Off label prescription


Off-label prescription refers to the practice where a drug approved for one purpose is prescribed for a different purpose without going through a new drug approval process. This practice occurs because the FDA doesn't regulate the practice of medicine, allowing doctors to prescribe drugs for unapproved purposes, though these are often not covered by insurance and could involve legal risks related to malpractice.

For example, by the end of 2023, it was anticipated that the FDA would approve the prescription use of MDMA for PTSD treatment, and this could open doors to its off-label use for other conditions like social anxiety.
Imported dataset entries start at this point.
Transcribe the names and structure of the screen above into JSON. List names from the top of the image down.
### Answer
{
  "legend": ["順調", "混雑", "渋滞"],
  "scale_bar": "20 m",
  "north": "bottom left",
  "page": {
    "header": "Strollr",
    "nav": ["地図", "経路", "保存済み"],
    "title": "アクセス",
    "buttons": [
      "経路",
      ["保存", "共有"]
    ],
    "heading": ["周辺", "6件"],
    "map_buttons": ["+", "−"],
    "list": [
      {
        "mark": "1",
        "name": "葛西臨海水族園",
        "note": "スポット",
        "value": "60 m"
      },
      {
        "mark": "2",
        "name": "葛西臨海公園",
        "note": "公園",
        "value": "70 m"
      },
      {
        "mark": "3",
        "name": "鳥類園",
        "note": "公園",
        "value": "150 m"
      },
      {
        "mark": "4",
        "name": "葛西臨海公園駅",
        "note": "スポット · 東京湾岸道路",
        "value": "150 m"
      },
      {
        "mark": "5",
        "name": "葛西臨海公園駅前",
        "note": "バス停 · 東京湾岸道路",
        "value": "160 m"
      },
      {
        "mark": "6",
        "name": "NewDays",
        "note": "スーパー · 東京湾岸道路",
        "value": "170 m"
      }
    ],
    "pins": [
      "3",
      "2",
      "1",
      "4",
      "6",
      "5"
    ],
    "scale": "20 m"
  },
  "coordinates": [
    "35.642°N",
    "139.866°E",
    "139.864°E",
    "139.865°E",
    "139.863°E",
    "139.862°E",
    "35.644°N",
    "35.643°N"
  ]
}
Similarly, in discussing the flexibility afforded to medical professionals versus regulatory bodies, it was noted that while the FDA oversees the approval of drugs, they do not control how these drugs are prescribed once approved, thus allowing off-label prescribing as a common practice 1 2.

Off-label prescription is often discussed in the context of expanding treatment options and individualizing patient care, but also raises important questions of safety, efficacy, and ethical medical practice.

Decentralized FDA

Balaji discusses the concept of a decentralized FDA, where individual pieces of the FDA can be turned into vehicles, and the existence of compounding pharmacies and off label prescriptions, which are often used without people realizing it. He also talks about the ease of testing for safety and the potential for trying safe drugs.